Portanto, podemos sentar com a parte traseira um pouco mais elevada, e isso nos ajuda a não ter dormência nas pernas.

Não estou vendo muitos deles aqui, mas em muitos centros de dharma há os zafus zen, que são almofadas bem duras e volumosas. Eles não são ideais para a postura de pernas cruzadas que nós adotamos. São mais adequados para a postura japonesa (com as pernas dobradas para trás). Com o zafu por baixo, a pessoa fica mais elevada. Quando tentamos sentar neles com as pernas cruzadas, o ângulo é tão inadequado que quase acabamos caindo. Portanto, quando quisermos achar um assento para nossa meditação, é importante escolhermos uma almofada que tenha o volume mais adequado, a altura mais adequada, o nível de firmeza mais adequado para nós. O importante é evitar a dormência das pernas, e cada pessoa precisa achar a almofada mais adequada.

Prostração

Antes de sentarmos, fazemos as prostrações. Geshe Ngawang Dhargyey sempre ressaltou que é muito útil fazer três prostrações para a representação de algum buda ou qualquer representação que tivermos, assim que acordarmos de manhã, ao invés de irmos tomar um café totalmente sonolentos. Também é bom que seja a última coisa que fazemos no dia, antes de ir para a cama. E não devemos fazê-las quase dormindo, como um zumbi. O importante é que, de manhã cedo, essa seja uma oportunidade para firmarmos a intenção do dia. Sua Santidade diz que ele as faz assim que abre os olhos de manhã: seu primeiro pensamento é firmar a intenção do dia.   

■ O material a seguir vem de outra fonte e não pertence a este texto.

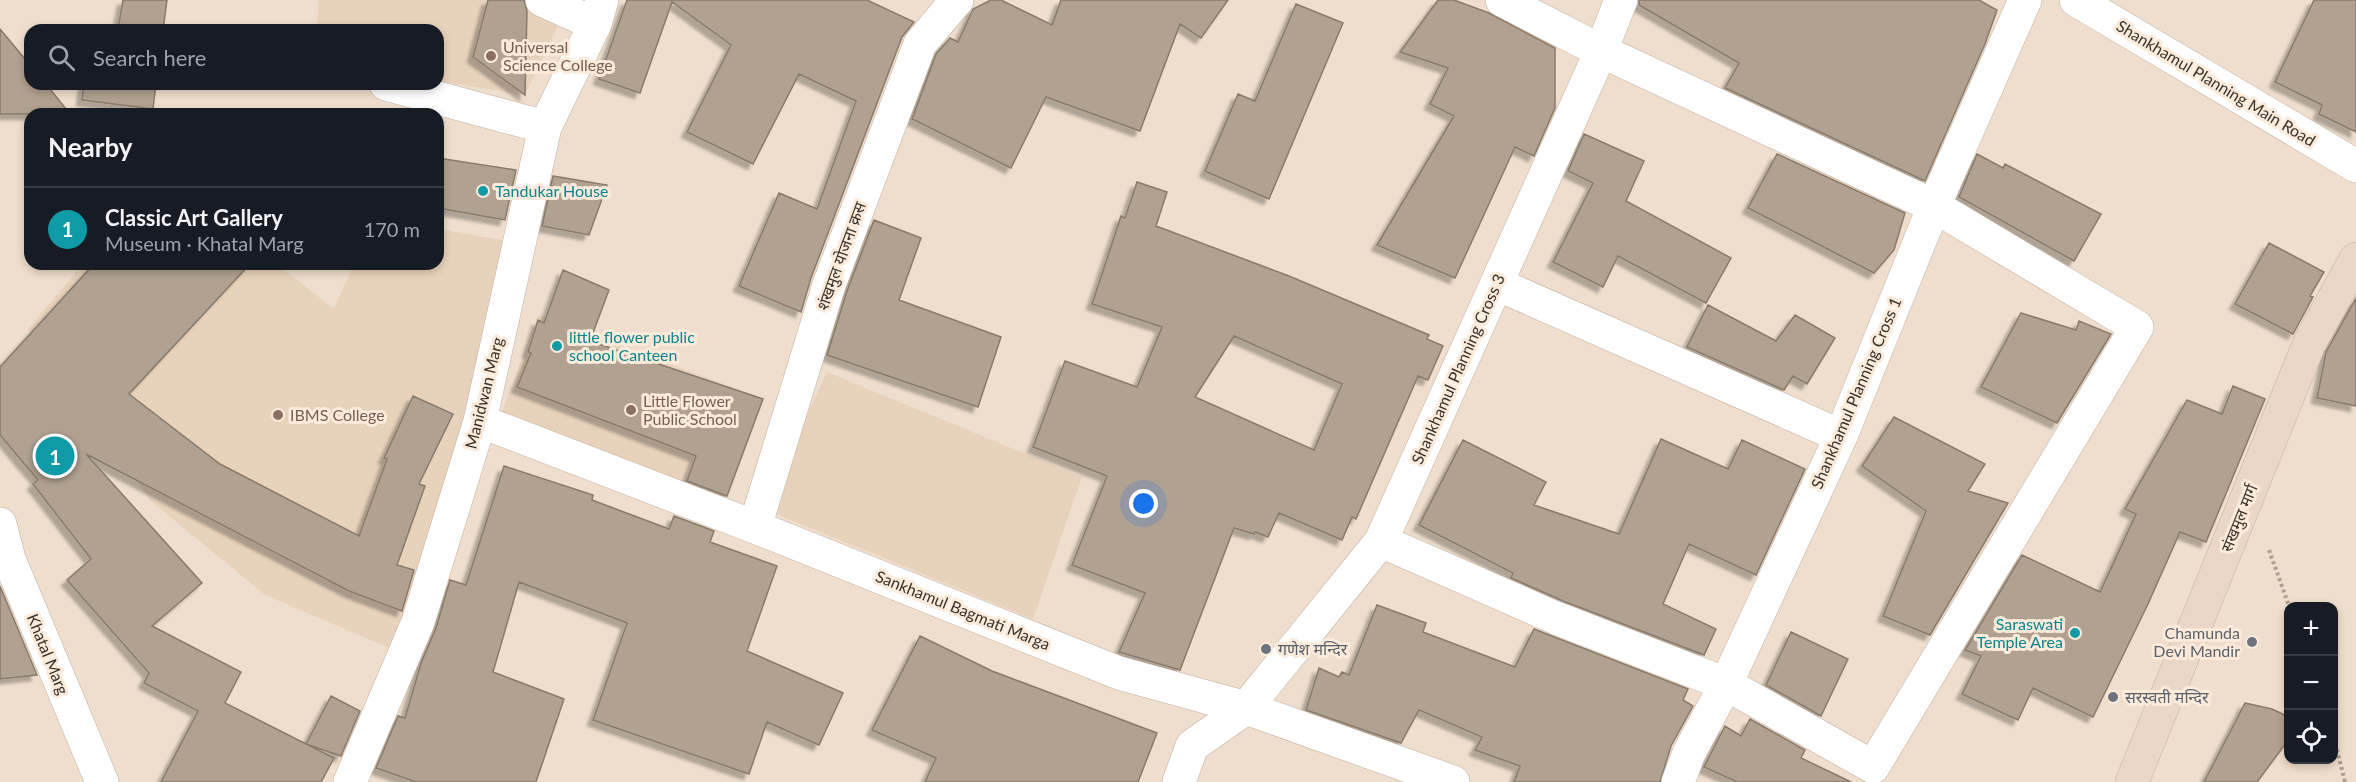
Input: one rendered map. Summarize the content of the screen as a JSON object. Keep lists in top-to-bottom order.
{
  "streets": {
    "street": [
      "Shankhamul Planning Main Road",
      "शंखमुल योजना क्रस",
      "Shankhamul Planning Cross 3",
      "Manidwan Marg",
      "Shankhamul Planning Cross 1",
      "संखमुल मार्ग",
      "Sankhamul Bagmati Marga",
      "Khatal Marg"
    ]
  },
  "crossings": [
    ["शंखमुल योजना क्रस", "Sankhamul Bagmati Marga"],
    ["Shankhamul Planning Cross 3", "Sankhamul Bagmati Marga"],
    ["Manidwan Marg", "Sankhamul Bagmati Marga"]
  ],
  "places": [
    "Universal Science College",
    "Tandukar House",
    "little flower public school Canteen",
    "Little Flower Public School",
    "IBMS College",
    "Saraswati Temple Area",
    "Chamunda Devi Mandir",
    "गणेश मन्दिर",
    "सरस्वती मन्दिर"
  ],
  "page": {
    "search": "Search here",
    "heading": "Nearby",
    "list": [
      {
        "mark": "1",
        "name": "Classic Art Gallery",
        "note": "Museum · Khatal Marg",
        "value": "170 m"
      }
    ],
    "pins": "1",
    "map_buttons": ["+", "−"]
  }
}
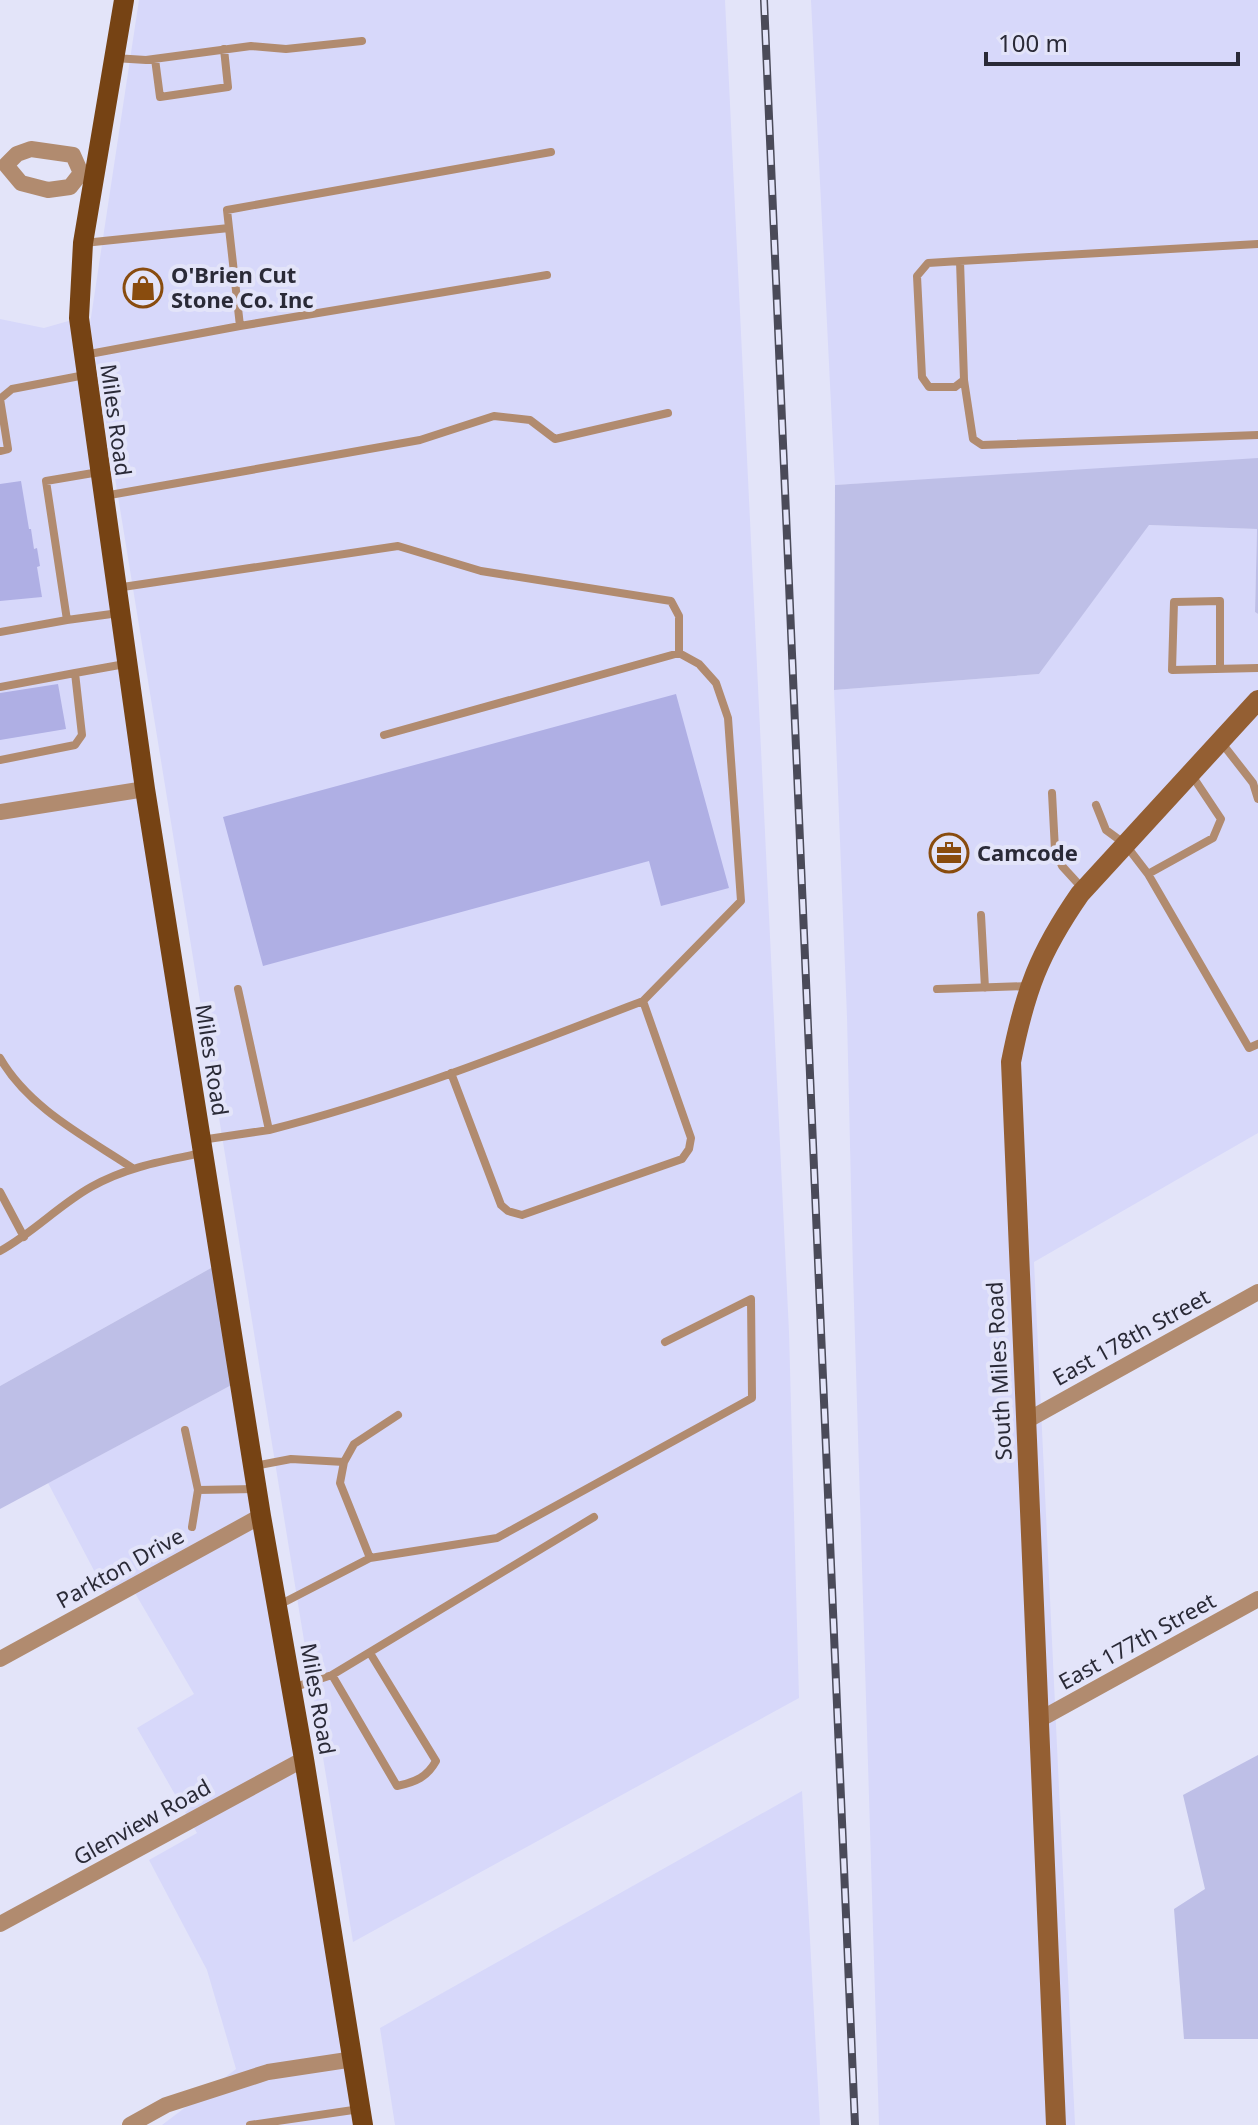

Não é bom acordarmos pensando: “Ah não, o despertador de novo! Tenho que sair da cama e encarar o dia.” Não é por aí. Ao invés disso, quando formos dormir, devemos pensar: “Mal posso esperar para acordar e continuar com a minha prática, ou o que quer que seja que eu estiver fazendo para ajudar os outros.” E realmente nos alegramos quando a noite chega ao fim e acordamos. Não estou falando de insônia e daqueles que não conseguem dormir, mas de realmente nos alegrarmos e pensarmos: “Que bom, acabou a noite, não vou mais desperdiçar tempo.” (Sou assim com o meu site. Adoro trabalhar com ele, é tão benéfico. Mal posso esperar para acordar de manhã e voltar a trabalhar.) Portanto, trata-se de praticar a perseverança alegre. É muito importante desfrutar daquilo que estamos fazendo porque sabemos que é muito positivo, que ajuda muito os outros. Trabalhar nos alegra, nós nos sentimos muito positivos e felizes por podermos trabalhar.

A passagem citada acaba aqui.